Source data
__________________________________________________
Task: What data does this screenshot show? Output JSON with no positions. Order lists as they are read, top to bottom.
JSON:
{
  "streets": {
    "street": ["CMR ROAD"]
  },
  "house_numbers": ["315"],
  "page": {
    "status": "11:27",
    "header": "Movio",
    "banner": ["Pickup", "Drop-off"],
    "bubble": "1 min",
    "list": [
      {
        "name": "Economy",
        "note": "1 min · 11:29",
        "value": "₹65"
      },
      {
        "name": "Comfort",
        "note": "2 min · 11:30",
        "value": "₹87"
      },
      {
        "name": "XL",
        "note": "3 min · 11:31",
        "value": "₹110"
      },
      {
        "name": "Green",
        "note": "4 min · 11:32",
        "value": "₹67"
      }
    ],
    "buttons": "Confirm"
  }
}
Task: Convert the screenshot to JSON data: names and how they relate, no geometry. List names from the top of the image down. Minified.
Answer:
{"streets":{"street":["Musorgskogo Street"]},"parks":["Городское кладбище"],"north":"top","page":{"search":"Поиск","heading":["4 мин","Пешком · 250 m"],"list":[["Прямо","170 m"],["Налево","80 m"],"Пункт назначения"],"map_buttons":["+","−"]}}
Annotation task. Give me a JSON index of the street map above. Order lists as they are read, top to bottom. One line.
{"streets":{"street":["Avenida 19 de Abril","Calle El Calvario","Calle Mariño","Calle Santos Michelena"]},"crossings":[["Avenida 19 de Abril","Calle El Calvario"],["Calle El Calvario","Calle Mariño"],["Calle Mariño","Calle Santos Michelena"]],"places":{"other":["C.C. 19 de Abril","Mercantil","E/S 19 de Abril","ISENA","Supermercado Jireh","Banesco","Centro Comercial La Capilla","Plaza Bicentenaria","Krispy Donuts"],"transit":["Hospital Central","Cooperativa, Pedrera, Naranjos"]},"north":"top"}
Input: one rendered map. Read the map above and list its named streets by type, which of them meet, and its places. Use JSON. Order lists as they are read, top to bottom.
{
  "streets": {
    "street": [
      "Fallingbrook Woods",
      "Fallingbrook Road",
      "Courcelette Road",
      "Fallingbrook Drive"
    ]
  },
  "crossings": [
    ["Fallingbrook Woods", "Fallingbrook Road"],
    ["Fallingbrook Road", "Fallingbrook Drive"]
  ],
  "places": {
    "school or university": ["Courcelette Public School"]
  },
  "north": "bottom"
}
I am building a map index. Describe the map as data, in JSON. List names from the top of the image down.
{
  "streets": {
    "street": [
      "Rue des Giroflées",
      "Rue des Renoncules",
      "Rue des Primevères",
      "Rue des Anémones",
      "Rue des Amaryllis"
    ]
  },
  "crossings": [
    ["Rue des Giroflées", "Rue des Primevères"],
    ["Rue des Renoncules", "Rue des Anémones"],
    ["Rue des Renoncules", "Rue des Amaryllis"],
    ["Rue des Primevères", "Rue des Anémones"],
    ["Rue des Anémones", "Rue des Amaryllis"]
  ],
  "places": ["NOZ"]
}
__________________________________________________
Directions for this task –
In the records above, collect each line with "screenshot".

Reply to the exercise –
Task: What data does this screenshot show? Output JSON with no positions. Order lists as they are read, top to bottom.
Task: Convert the screenshot to JSON data: names and how they relate, no geometry. List names from the top of the image down. Minified.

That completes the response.